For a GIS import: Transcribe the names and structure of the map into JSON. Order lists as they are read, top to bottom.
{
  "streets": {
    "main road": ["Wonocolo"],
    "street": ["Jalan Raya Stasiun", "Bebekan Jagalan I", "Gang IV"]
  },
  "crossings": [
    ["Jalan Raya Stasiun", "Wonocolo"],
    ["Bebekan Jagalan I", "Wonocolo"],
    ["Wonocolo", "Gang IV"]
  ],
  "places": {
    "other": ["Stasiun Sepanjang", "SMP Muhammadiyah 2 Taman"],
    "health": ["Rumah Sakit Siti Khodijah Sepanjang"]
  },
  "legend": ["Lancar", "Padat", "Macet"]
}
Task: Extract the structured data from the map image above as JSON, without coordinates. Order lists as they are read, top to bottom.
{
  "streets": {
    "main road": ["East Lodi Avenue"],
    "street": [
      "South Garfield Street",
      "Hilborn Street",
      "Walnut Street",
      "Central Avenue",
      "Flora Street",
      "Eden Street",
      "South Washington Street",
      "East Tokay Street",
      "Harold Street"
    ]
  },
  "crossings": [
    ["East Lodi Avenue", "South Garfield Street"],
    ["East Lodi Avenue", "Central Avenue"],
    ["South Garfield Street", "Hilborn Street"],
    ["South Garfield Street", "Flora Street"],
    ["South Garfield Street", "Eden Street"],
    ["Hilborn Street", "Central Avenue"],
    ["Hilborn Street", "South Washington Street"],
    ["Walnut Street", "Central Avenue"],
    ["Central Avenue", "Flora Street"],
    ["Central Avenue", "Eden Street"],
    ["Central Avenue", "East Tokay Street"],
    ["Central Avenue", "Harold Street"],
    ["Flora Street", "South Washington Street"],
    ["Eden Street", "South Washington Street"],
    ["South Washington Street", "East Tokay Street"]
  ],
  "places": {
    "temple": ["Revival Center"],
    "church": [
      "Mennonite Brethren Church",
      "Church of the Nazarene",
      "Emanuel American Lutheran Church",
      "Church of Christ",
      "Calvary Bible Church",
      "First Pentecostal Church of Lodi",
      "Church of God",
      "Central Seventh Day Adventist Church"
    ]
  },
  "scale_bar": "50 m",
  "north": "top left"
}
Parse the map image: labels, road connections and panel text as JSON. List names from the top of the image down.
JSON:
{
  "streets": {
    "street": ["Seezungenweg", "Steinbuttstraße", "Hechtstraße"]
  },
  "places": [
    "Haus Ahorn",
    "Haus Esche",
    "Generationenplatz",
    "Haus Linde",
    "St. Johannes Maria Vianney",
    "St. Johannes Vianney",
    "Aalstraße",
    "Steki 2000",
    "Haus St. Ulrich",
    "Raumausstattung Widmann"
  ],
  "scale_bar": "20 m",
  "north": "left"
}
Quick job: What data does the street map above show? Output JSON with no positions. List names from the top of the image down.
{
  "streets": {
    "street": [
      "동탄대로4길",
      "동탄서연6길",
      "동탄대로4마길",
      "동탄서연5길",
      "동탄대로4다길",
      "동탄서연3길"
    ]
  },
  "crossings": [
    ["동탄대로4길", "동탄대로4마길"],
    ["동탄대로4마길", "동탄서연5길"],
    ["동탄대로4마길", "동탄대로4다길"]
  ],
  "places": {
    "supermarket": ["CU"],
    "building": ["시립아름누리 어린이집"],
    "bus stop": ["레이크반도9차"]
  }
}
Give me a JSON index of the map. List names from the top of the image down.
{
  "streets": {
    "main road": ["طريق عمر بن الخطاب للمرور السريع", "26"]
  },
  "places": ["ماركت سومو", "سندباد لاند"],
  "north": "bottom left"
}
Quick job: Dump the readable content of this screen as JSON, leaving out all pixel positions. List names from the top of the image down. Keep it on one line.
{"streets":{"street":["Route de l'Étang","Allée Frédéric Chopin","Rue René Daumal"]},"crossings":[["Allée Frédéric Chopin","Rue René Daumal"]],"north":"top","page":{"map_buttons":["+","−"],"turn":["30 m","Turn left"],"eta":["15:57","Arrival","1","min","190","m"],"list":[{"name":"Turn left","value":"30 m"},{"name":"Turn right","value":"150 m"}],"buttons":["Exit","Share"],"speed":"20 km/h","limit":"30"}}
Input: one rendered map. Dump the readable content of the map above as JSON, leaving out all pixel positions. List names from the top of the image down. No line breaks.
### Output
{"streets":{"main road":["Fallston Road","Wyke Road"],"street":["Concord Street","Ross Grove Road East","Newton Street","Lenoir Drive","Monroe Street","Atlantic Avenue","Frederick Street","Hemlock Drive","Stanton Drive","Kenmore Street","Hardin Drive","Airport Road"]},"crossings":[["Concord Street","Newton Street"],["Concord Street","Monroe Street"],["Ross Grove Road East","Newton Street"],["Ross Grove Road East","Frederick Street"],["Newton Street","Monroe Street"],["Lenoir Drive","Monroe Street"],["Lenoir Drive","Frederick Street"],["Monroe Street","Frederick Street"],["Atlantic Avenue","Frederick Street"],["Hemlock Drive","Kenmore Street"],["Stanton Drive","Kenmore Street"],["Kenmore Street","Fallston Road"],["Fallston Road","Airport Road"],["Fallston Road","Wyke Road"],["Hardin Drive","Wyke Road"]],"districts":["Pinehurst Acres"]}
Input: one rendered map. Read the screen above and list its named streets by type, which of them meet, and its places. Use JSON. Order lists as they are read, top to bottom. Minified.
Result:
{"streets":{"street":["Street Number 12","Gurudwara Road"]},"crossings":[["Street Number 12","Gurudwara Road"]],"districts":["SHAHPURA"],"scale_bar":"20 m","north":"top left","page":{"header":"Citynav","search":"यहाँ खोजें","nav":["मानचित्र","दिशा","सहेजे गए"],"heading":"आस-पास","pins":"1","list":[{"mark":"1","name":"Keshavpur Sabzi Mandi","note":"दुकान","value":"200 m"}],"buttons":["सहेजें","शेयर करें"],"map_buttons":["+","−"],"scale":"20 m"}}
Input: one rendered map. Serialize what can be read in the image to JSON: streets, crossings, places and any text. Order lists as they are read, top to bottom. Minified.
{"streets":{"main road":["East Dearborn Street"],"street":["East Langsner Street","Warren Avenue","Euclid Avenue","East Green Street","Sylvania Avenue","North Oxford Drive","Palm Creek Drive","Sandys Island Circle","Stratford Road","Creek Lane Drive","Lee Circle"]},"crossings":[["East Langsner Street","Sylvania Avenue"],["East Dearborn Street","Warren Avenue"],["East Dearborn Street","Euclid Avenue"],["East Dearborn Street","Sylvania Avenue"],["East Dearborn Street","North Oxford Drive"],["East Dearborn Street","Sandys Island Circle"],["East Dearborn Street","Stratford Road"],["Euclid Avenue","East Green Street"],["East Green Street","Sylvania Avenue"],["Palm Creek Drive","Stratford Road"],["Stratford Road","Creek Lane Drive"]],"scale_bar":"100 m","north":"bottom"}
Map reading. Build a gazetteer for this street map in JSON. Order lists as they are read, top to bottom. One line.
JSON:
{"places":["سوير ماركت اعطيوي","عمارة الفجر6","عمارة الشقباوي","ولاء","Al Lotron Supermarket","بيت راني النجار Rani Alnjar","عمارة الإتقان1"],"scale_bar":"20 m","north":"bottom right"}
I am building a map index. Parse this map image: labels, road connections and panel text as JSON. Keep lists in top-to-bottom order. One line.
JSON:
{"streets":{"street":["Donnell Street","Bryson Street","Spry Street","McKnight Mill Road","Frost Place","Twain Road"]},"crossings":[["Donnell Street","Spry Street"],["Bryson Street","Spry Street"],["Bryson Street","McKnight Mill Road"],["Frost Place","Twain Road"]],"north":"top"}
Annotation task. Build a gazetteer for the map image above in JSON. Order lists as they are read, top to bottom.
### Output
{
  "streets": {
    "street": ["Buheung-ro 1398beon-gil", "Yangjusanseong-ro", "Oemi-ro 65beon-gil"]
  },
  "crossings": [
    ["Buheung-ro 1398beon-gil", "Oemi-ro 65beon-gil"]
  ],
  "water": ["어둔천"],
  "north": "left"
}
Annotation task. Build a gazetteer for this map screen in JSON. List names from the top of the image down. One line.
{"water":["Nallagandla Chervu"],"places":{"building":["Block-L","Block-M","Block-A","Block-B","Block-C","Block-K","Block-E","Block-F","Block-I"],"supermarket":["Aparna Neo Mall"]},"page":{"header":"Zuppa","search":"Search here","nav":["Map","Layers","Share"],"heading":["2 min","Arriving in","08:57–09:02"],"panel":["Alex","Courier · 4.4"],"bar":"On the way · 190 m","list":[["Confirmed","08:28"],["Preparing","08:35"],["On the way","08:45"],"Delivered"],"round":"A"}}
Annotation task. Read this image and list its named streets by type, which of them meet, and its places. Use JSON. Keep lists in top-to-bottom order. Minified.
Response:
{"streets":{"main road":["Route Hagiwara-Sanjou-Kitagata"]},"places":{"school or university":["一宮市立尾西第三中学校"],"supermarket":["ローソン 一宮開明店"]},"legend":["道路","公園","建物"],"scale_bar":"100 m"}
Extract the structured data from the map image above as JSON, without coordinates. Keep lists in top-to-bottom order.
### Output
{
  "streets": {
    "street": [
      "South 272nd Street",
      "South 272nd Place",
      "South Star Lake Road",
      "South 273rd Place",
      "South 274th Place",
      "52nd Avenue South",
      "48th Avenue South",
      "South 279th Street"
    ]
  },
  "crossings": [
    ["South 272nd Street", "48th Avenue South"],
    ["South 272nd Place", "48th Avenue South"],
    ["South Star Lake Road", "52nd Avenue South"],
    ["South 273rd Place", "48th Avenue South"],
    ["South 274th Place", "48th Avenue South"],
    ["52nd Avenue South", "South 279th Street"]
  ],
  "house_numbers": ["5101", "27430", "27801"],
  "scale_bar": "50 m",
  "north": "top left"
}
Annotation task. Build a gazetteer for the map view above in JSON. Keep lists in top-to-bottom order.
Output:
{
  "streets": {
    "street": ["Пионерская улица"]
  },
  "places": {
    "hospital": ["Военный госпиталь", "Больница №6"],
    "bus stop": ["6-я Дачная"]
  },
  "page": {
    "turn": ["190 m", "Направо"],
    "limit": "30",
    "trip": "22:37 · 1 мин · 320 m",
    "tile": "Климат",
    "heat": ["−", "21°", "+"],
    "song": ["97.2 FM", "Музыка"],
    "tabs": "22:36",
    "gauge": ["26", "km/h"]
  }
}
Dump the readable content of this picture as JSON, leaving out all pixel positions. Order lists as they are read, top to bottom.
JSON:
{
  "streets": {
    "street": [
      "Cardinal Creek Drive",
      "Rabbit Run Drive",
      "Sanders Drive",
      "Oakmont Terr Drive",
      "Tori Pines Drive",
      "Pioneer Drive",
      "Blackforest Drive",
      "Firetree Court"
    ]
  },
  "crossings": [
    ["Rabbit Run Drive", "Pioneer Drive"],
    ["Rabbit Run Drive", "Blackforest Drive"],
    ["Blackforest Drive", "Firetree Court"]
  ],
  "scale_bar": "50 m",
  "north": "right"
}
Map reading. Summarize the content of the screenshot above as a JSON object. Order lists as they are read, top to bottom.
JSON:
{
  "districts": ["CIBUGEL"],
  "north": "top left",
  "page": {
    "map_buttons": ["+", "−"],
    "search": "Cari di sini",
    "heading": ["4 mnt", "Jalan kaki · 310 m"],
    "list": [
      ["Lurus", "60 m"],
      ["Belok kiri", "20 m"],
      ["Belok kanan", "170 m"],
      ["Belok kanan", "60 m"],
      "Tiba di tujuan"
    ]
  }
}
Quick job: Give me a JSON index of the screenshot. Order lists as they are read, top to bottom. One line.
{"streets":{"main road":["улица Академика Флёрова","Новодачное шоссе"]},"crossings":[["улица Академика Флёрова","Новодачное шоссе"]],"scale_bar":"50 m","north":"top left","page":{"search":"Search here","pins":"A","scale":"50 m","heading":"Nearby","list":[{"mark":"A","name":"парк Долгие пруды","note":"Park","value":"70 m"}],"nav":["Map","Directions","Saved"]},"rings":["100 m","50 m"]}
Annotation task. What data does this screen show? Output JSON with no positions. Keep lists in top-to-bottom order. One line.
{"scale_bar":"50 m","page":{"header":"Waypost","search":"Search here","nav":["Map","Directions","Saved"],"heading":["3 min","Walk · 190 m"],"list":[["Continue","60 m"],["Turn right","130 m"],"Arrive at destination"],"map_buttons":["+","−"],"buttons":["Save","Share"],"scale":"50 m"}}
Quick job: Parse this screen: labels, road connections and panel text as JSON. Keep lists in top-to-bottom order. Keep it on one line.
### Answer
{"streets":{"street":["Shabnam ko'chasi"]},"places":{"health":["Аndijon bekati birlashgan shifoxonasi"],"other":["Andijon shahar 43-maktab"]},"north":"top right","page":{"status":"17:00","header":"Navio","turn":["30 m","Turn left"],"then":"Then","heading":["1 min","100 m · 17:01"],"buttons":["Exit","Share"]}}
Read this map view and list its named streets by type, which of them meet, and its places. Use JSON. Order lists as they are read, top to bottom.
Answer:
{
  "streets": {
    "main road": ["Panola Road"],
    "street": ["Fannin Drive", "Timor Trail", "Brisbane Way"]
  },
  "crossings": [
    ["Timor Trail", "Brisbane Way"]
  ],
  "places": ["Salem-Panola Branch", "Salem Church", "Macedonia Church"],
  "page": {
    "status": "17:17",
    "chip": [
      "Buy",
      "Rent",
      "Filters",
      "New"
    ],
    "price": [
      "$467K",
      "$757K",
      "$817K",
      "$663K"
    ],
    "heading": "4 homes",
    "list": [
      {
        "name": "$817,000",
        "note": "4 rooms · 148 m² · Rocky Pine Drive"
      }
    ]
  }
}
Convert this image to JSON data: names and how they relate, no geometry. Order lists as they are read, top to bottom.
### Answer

=-=-=-=-=

Pull every line with the word "connections" from the data.

**RESPONSE BOX:**
Parse the map image: labels, road connections and panel text as JSON. List names from the top of the image down.
I am building a map index. Parse this map image: labels, road connections and panel text as JSON. Keep lists in top-to-bottom order. One line.
Quick job: Parse this screen: labels, road connections and panel text as JSON. Keep lists in top-to-bottom order. Keep it on one line.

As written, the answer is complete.